━━━ EXTRACTED RECORDS
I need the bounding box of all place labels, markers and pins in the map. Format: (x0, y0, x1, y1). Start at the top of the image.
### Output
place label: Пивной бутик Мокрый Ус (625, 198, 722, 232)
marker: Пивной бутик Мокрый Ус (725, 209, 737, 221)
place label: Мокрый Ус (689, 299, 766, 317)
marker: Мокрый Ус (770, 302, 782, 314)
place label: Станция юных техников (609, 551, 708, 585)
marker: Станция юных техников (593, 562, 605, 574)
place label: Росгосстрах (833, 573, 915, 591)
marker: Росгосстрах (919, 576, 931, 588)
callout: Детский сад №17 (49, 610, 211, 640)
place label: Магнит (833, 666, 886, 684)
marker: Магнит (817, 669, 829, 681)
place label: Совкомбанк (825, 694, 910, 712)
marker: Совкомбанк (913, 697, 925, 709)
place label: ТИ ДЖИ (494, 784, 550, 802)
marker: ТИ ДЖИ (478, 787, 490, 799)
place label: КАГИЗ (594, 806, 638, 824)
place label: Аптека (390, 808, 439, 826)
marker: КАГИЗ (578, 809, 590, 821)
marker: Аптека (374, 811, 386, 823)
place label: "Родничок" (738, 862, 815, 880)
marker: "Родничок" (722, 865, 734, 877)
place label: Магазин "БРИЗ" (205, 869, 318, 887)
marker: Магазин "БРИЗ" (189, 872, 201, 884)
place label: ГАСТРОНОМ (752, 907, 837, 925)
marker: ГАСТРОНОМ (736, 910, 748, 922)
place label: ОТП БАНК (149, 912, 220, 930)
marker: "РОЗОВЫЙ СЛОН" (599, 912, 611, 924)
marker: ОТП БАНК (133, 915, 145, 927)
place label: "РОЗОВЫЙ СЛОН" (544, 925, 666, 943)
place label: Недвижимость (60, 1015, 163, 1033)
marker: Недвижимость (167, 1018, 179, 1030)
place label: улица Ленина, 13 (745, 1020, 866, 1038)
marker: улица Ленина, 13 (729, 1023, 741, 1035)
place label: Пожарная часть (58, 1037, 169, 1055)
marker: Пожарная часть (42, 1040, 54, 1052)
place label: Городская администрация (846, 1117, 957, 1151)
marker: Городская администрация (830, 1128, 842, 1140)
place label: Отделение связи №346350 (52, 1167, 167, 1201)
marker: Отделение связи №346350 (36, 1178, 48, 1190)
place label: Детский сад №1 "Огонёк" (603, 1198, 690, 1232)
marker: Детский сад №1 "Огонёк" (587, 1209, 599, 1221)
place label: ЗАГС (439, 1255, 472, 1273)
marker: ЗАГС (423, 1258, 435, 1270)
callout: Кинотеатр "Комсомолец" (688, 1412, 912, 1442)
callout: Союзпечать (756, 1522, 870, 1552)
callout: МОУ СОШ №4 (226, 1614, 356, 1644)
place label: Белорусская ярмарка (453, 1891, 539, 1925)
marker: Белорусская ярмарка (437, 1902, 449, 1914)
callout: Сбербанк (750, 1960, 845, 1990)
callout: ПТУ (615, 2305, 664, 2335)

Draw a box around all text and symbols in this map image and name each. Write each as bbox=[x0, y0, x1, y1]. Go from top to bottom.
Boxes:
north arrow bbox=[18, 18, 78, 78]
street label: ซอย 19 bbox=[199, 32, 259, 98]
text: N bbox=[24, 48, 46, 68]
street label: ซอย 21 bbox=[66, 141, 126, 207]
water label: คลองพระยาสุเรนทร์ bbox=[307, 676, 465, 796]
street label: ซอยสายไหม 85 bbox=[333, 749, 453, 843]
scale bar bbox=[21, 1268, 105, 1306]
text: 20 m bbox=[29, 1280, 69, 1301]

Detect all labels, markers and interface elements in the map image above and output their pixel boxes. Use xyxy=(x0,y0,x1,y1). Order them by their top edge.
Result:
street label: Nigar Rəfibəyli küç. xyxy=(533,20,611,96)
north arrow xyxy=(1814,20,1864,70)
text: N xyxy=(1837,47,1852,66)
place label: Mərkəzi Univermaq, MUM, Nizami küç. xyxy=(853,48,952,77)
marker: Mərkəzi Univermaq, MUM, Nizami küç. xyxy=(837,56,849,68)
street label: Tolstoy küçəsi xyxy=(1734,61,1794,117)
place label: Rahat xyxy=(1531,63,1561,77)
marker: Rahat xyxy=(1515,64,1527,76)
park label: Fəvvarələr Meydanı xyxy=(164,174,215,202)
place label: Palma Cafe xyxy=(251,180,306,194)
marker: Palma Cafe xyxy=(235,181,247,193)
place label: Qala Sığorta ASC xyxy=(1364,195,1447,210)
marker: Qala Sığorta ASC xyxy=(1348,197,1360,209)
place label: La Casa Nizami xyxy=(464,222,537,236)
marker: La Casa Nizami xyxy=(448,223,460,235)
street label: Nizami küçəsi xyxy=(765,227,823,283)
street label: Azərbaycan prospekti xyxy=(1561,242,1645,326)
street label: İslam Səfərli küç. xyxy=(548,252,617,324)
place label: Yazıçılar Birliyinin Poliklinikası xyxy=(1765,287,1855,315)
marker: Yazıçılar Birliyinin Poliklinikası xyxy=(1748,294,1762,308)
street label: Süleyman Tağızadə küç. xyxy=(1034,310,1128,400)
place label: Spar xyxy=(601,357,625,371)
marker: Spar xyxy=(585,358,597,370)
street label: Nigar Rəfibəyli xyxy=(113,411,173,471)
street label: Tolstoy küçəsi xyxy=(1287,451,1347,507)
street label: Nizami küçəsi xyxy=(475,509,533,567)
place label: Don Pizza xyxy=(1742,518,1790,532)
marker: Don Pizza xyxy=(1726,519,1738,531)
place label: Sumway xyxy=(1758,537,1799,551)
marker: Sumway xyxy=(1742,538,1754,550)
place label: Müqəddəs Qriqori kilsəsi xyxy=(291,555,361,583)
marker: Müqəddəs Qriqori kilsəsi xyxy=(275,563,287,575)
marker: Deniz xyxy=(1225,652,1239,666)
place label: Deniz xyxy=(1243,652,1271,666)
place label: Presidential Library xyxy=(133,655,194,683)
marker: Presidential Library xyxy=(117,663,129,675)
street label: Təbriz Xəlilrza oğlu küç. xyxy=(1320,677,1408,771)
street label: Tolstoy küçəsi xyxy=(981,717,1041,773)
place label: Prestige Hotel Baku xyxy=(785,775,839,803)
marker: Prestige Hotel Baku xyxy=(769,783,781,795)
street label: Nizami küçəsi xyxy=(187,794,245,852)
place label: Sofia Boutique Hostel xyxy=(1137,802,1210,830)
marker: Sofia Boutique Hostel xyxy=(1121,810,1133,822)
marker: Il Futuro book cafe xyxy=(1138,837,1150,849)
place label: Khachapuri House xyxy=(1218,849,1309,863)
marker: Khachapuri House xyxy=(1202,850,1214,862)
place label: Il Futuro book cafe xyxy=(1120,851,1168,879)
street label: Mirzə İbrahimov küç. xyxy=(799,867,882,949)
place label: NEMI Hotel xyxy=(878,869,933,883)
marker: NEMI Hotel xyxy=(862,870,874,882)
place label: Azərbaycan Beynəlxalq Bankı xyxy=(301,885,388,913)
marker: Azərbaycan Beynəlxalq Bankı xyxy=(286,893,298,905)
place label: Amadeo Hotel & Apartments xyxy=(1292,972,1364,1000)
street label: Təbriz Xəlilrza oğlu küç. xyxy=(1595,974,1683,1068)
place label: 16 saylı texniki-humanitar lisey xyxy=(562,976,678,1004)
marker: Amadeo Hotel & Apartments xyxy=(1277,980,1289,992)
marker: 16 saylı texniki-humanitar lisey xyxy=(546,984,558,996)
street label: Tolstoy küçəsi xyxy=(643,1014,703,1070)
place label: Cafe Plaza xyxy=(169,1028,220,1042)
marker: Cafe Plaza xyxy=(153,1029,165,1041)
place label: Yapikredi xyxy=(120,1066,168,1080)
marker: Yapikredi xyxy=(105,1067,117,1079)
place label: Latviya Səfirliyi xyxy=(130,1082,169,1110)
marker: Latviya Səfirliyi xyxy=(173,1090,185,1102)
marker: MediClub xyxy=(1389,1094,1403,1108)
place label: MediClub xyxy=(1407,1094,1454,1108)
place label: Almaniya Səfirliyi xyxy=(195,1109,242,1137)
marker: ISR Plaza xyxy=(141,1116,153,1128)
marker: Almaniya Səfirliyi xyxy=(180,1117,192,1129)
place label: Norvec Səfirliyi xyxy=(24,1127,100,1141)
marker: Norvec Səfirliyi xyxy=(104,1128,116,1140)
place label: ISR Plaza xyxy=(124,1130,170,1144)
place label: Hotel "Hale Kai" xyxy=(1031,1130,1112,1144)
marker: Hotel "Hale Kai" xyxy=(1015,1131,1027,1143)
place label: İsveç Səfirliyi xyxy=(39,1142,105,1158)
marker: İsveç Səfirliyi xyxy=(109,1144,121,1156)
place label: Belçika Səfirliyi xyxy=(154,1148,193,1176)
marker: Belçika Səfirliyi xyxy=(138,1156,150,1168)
━━━━━━
#### TASK BRIEF:
The string "Library" may appear in the lines of the records above. State how many lines contain it, with no other words.

#### SOLUTION TO THIS TASK:
2